Prends-y garde, ô ma vie absente !

Rimb.


« et le bruit neuf » : départ — rails, rides sur la main, toutes droites comme jamais le sont les départs ; et les affections : cette odeur de chaleur propre et ventilée des intérieurs (et pourquoi cette pensée sans douleur ni nostalgie, cette pensée toute là, immédiatement là quand j’entre dans le train, adressée à la brume de cendre qu’on traversait jadis dans les compartiments fumeurs du train vers Metz, l’odeur terrible du tabac sec jamais sorti d’ici, la nausée soudaine, âcre, qui demeure) — ici, dans l’attente sous l’horloge géante de Saint-Jean, rien que du départ, partout, partout et rien qui n’arrive que des trains qui partent.

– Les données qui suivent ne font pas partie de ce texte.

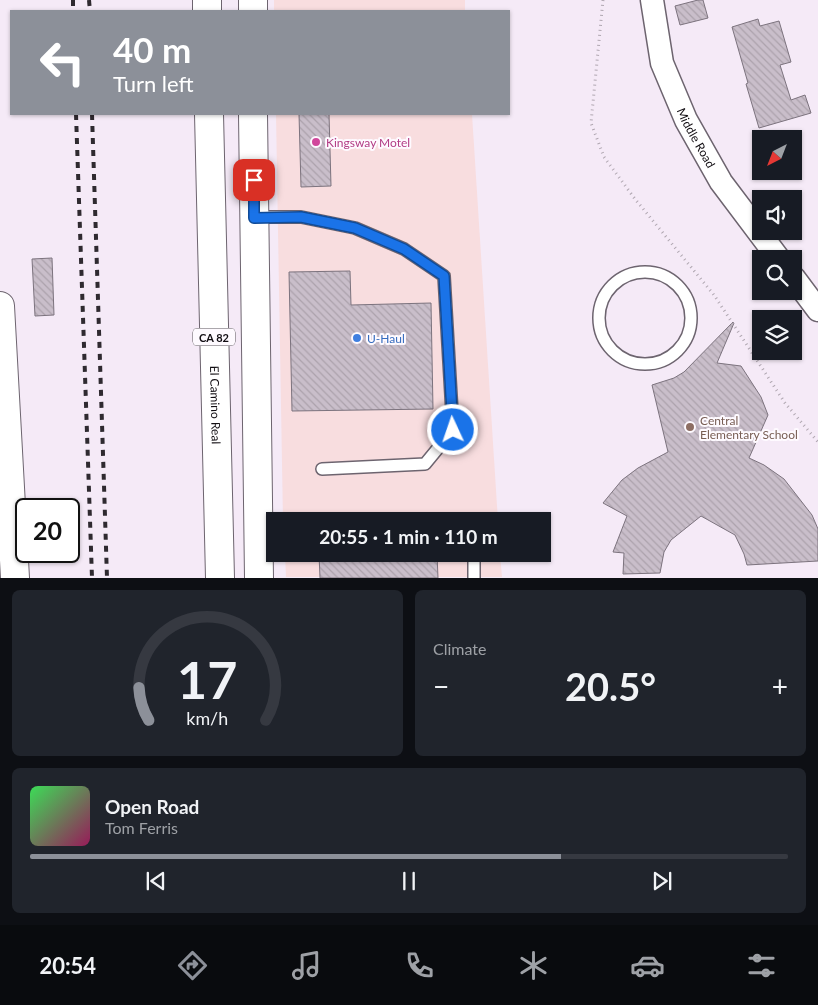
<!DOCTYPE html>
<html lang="en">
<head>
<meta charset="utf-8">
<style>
  body { margin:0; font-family:Lato,sans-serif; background:#20242c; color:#f1f3f6; height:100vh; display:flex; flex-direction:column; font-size:19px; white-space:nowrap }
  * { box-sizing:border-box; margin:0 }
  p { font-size:16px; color:#9ea1a6 }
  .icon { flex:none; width:28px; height:28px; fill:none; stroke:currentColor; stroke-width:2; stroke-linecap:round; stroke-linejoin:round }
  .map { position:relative; height:578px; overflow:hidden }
  .panel { display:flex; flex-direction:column; gap:12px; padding:12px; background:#0d0f14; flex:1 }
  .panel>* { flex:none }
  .guide { position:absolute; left:10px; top:10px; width:500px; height:105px; border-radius:0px; box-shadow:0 1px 4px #0004; background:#8c9099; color:#fff; overflow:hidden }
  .needle { width:32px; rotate:222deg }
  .tools { position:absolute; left:752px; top:130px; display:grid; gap:10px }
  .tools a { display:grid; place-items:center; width:50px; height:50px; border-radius:0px; background:#171b24; box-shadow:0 1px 4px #0004; font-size:25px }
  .speed { position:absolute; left:15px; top:498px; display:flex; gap:10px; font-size:25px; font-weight:700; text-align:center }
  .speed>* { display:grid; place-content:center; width:65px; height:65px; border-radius:50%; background:#171b24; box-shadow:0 1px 4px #0004; line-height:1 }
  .speed .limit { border:2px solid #111; border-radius:8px; background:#fff; color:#111 }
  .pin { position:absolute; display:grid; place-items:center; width:42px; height:42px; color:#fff; margin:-21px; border-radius:10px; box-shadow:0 2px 8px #0006 }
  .me { position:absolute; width:55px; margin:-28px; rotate:357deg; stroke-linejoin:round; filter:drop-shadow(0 0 4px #0008) }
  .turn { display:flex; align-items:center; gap:18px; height:105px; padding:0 20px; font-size:22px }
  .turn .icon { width:65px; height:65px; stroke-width:2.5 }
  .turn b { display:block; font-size:35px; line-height:42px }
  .big { font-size:38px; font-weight:700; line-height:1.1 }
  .panel .card { flex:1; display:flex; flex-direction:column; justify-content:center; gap:8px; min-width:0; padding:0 18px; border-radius:8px; background:#20242c }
  .panel .dial { align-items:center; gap:0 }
  .dial svg { height:130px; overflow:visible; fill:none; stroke:#363941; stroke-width:7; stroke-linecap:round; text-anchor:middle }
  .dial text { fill:#f1f3f6; stroke:none }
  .song { display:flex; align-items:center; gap:15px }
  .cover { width:60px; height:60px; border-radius:8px; background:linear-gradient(135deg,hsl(130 70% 55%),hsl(330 70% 35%)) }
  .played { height:5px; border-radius:2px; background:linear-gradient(90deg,#8c9099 70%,#363941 70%) }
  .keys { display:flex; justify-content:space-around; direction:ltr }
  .heat { display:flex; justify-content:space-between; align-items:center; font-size:28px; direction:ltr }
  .panel .tiles { flex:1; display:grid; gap:12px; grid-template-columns:1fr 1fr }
  .card:last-child { grid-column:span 2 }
  .trip { position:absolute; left:266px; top:512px; width:285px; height:50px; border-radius:0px; background:#171b24; box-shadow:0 1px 4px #0004; font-weight:700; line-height:50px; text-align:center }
  .tabs { display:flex; height:80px; justify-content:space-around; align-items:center; background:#090b0e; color:#9ea1a6 }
  .tabs .icon { width:35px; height:35px }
  .tabs .selected { color:#8c9099 }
  .tabs b { font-size:22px; color:#f1f3f6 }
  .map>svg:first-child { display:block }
</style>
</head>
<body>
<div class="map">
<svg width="818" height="578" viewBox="0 0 818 578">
  <defs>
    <pattern id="building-back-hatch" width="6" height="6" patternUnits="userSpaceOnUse" patternTransform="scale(1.25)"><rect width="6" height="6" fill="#c9beca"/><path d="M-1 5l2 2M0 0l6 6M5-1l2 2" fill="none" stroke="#aca2ac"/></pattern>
  </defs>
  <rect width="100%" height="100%" fill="#f5eaf7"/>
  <g fill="#f8dddf">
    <rect x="274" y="0" width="191" height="11"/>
    <polygon points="276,114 472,114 498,521 283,521"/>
    <polygon points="285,554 500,554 502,577 286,577"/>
  </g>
  <g fill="url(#building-back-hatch)" stroke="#7c737e">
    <polygon points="698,0 703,0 708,18 680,25 675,6"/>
    <polygon points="758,19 760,26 779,21 791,62 780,65 791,100 805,95 811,113 759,128 746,84 748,83 732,27"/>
    <polygon points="299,114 329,114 331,186 301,187"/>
    <polygon points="52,258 54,315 35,316 32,259"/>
    <polygon points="350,271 351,305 431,303 433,409 292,411 289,272"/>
    <polygon points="733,322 734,323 717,363 741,366 761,397 768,415 749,458 764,465 784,479 812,515 818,529 818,561 747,565 744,554 735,535 701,516 671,540 664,552 660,573 623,574 624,553 613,552 627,516 603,503 622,480 638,468 668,452 652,385 674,378 684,372"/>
    <polygon points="319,554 437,554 438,578 320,578"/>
  </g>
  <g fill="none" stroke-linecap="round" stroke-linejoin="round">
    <g stroke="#6d646f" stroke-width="14">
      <g id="service">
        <polyline points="254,217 301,217 355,228 404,249 444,276 453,430 425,464 322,469"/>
        <circle cx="645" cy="318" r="46"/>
        <polyline points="474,578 474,554"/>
      </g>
    </g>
    <g stroke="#6d646f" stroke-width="25">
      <g id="minor">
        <path id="s1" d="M652 0 662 63 686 120 721 182 779 259"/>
        <polyline points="794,278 818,310"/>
      </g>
    </g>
    <g stroke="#6d646f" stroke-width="30">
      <polyline id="tertiary" points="0,306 15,578"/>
    </g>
    <g stroke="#6d646f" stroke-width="30">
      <g id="primary">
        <polyline points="207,0 207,11"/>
        <polyline points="253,0 253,11"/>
        <path id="s2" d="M209 114 220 578"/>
        <polyline points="253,114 259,578"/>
      </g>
    </g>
    <polyline stroke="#b0a7b1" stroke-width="3" stroke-dasharray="1 4" stroke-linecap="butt" points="603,0 591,123 604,157 635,199 714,295 785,403 818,442"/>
    <use href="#service" stroke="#fff" stroke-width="11"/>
    <use href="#minor" stroke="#fff" stroke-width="22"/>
    <use href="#tertiary" stroke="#fff" stroke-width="28"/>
    <use href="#primary" stroke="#fff" stroke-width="28"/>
    <g stroke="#2f2a30" stroke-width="4" stroke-dasharray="6 6" stroke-linecap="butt">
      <polyline points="73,0 73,11"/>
      <polyline points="89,0 90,11"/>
      <polyline points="76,114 92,578"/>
      <polyline points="92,114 107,578"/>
    </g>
  </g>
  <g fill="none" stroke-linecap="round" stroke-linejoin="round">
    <g stroke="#114b97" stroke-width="12">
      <polyline id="route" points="254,180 254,218 301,217 355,228 404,249 444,276 453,430"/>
    </g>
    <use href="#route" stroke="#1a73e8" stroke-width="9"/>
  </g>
  <circle fill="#d1479c" stroke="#fefaff" stroke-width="2" cx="316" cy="142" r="5"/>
  <circle fill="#3f7fe0" stroke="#fefaff" stroke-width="2" cx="357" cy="338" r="5"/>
  <circle fill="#8d6e63" stroke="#fefaff" stroke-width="2" cx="690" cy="427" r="5"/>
  <g text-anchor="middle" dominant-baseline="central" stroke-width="4" stroke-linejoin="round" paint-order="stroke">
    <rect fill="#fefaff" stroke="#585459" stroke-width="1" x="193" y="328.5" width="42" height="17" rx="4"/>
    <g font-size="11" font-weight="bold" fill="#110d12">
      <text x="214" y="337">CA 82</text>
    </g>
    <g font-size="12" fill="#110d12" stroke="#fefaff">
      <text stroke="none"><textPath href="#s1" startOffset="146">Middle Road</textPath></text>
      <text stroke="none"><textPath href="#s2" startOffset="291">El Camino Real</textPath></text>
    </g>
    <g font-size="12" fill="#b23c85" stroke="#fefaff" text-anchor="start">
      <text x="326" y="142">Kingsway Motel</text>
    </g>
    <g font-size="12" fill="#366cbe" stroke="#fefaff" text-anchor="start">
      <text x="367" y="338">U-Haul</text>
    </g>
    <g font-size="12" fill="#785e54" stroke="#fefaff" text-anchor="start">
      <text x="700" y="420">Central<tspan x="700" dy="14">Elementary School</tspan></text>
    </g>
  </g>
</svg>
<div class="tools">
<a><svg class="needle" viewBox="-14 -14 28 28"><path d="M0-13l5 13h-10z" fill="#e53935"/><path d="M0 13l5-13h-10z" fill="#9ea1a6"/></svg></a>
<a><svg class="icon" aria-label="sound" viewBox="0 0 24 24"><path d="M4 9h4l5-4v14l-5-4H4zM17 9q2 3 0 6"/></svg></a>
<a><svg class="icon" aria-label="search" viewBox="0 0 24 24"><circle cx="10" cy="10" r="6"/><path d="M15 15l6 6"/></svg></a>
<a><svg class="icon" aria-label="layers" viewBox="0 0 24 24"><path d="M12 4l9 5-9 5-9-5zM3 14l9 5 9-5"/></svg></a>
</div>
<div class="speed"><div class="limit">20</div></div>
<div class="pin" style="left:254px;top:180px;background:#d93025"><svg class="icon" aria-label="arrive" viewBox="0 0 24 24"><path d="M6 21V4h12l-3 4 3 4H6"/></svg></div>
<svg class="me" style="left:453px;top:430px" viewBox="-20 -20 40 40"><circle r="17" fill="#1a73e8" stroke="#fff" stroke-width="3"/><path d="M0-11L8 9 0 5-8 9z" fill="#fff"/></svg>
<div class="trip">20:55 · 1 min · 110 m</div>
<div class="guide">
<div class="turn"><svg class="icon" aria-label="left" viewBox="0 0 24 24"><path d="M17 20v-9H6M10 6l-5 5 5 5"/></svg><div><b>40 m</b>Turn left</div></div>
</div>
</div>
<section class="panel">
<div class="tiles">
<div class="card dial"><svg viewBox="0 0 100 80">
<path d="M14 69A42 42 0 1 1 86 69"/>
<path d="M14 69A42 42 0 0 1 8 49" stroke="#8c9099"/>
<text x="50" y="56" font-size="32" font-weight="700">17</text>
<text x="50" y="72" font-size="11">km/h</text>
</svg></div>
<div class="card"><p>Climate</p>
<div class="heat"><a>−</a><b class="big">20.5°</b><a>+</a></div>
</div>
<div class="card">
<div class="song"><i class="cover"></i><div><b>Open Road</b><p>Tom Ferris</p></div></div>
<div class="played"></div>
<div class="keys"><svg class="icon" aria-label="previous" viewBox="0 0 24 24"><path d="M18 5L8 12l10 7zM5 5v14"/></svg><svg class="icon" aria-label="pause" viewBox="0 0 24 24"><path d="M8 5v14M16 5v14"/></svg><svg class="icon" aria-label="next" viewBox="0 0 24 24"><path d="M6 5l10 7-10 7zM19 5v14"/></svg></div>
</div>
</div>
</section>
<nav class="tabs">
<b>20:54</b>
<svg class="icon selected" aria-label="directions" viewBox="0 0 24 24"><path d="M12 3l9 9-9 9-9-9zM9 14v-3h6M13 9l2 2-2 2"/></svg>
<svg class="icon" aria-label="music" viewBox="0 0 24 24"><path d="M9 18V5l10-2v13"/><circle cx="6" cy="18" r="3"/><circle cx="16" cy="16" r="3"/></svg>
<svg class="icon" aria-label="phone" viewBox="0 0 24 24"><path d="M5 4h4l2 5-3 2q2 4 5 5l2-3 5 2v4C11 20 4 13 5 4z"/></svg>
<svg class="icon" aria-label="climate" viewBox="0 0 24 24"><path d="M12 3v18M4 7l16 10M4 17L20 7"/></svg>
<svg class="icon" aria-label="car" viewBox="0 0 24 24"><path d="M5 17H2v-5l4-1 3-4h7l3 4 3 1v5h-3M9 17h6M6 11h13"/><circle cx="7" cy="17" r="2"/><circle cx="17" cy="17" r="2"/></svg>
<svg class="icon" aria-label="filters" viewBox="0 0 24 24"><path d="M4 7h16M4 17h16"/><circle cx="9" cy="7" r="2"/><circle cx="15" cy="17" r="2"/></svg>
</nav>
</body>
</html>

Sur les bas-côtés, qu’on se penche un peu (encore un peu, oui : encore — on ne tombe jamais) : c’est toute cette nourriture qu’on jette aux rails : des cigarettes terminées dans l’attente et la hâte, et la soif de fumer maintenant qu’il est interdit (mais il est interdit aussi de fumer là, dehors : tant pis : il y a des degrés dans l’interdit), mégots qui s’allongent sur le bord du métal ; et autres déchets vifs : vois le courant du fossé, autour. Aller où boivent les vaches : toutes alignés au passage des trains, et soif, soif toujours de partir, mais sur le billet, destination écrite, on n’y échappera pas : JAMAIS.

Peut-être un Soir m’attend où je partirai tranquille — sans savoir où, et même sachant où mais, ignorant de toutes les solitudes qui m’attendent, aller, dans le pas qui précède tout : non, on ne part pas quand on va, d’un lieu à un autre, donné : non, ni Nord choisi, ni Vignes des pays noirs : nulle part aller sans s’y retrouver — alors : où ?

Si songer est indigne, partir, comme boire, dans la soif jamais atteinte d’une gare qui toujours recule à celui qui tend le bras (il y a, là-bas, je sais, des étangs dans lesquels passe le ciel rapidement, et pourrissent des corps de vingt ans qui toujours espèrent ; et moi, devant : qui regarde, compte les arbres et les gibiers qui dorment).

Haine des étapes qui ne donnent du sommeil qu’en échange d’un repas — au dort dîne des auberges vertes, préférer m’en aller où le pas gagné m’entraîne ; mais toi qui mens, parfois, quand le soir s’ouvre comme un sac et se répand, que tu regardes le soleil tomber tomber (tomber), et qui ne dis rien, plus jamais rien, à part l’insulte crachée soufflant que la plaine est trop grande et que la jambe manque où mordre la terre de poussière levée sous le vent, oui, toi qui pourris aussi, dans la Ville déserte : oh, qui dira désormais le nom de la mer, où aller loin, et où moi j’irai bien (mourir peut-être : rêver), sans date, sans lointain, et de n’être appelé que par de la soif — me pencher sur les fleuves des Pays de langue inconnue : et boire, boire longtemps jusqu’à ne plus me voir dans les reflets des eaux noires, les rails de tous mes passés.